[What the task requires]
Each entry in the listing must be set down again word for word.

[Records shown]
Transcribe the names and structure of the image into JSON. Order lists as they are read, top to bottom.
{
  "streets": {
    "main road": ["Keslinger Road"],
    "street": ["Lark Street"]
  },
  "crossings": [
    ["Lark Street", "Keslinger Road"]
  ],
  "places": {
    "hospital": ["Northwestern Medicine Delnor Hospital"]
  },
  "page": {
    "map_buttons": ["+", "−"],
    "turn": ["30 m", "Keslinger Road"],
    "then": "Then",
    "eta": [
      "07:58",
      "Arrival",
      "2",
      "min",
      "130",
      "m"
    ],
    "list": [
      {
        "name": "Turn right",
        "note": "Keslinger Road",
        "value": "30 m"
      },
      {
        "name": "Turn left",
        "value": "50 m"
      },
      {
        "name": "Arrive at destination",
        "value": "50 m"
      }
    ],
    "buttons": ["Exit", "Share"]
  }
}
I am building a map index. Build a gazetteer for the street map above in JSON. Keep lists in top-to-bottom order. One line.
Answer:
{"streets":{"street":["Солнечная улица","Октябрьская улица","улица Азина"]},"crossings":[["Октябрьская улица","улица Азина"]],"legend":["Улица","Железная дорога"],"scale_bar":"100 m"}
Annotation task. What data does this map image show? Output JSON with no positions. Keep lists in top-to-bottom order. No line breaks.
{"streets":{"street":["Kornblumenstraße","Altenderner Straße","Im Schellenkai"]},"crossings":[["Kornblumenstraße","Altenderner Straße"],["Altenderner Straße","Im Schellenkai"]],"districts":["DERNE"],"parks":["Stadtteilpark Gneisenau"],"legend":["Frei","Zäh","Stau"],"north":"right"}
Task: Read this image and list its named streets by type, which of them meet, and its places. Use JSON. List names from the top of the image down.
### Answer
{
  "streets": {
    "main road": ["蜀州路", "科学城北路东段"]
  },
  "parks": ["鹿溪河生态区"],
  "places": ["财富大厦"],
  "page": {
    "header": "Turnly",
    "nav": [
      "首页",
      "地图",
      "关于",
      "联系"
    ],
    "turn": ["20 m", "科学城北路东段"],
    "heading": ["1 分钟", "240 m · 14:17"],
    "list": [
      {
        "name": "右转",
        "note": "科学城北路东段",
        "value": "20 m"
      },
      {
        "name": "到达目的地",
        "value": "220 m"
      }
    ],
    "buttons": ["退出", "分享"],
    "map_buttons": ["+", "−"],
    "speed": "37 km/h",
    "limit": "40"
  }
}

[Response to this exercise]
Transcribe the names and structure of the image into JSON. Order lists as they are read, top to bottom.
{
  "streets": {
    "main road": ["Keslinger Road"],
    "street": ["Lark Street"]
  },
  "crossings": [
    ["Lark Street", "Keslinger Road"]
  ],
  "places": {
    "hospital": ["Northwestern Medicine Delnor Hospital"]
  },
  "page": {
    "map_buttons": ["+", "−"],
    "turn": ["30 m", "Keslinger Road"],
    "then": "Then",
    "eta": [
      "07:58",
      "Arrival",
      "2",
      "min",
      "130",
      "m"
    ],
    "list": [
      {
        "name": "Turn right",
        "note": "Keslinger Road",
        "value": "30 m"
      },
      {
        "name": "Turn left",
        "value": "50 m"
      },
      {
        "name": "Arrive at destination",
        "value": "50 m"
      }
    ],
    "buttons": ["Exit", "Share"]
  }
}
I am building a map index. Build a gazetteer for the street map above in JSON. Keep lists in top-to-bottom order. One line.
Answer:
{"streets":{"street":["Солнечная улица","Октябрьская улица","улица Азина"]},"crossings":[["Октябрьская улица","улица Азина"]],"legend":["Улица","Железная дорога"],"scale_bar":"100 m"}
Annotation task. What data does this map image show? Output JSON with no positions. Keep lists in top-to-bottom order. No line breaks.
{"streets":{"street":["Kornblumenstraße","Altenderner Straße","Im Schellenkai"]},"crossings":[["Kornblumenstraße","Altenderner Straße"],["Altenderner Straße","Im Schellenkai"]],"districts":["DERNE"],"parks":["Stadtteilpark Gneisenau"],"legend":["Frei","Zäh","Stau"],"north":"right"}
Task: Read this image and list its named streets by type, which of them meet, and its places. Use JSON. List names from the top of the image down.
### Answer
{
  "streets": {
    "main road": ["蜀州路", "科学城北路东段"]
  },
  "parks": ["鹿溪河生态区"],
  "places": ["财富大厦"],
  "page": {
    "header": "Turnly",
    "nav": [
      "首页",
      "地图",
      "关于",
      "联系"
    ],
    "turn": ["20 m", "科学城北路东段"],
    "heading": ["1 分钟", "240 m · 14:17"],
    "list": [
      {
        "name": "右转",
        "note": "科学城北路东段",
        "value": "20 m"
      },
      {
        "name": "到达目的地",
        "value": "220 m"
      }
    ],
    "buttons": ["退出", "分享"],
    "map_buttons": ["+", "−"],
    "speed": "37 km/h",
    "limit": "40"
  }
}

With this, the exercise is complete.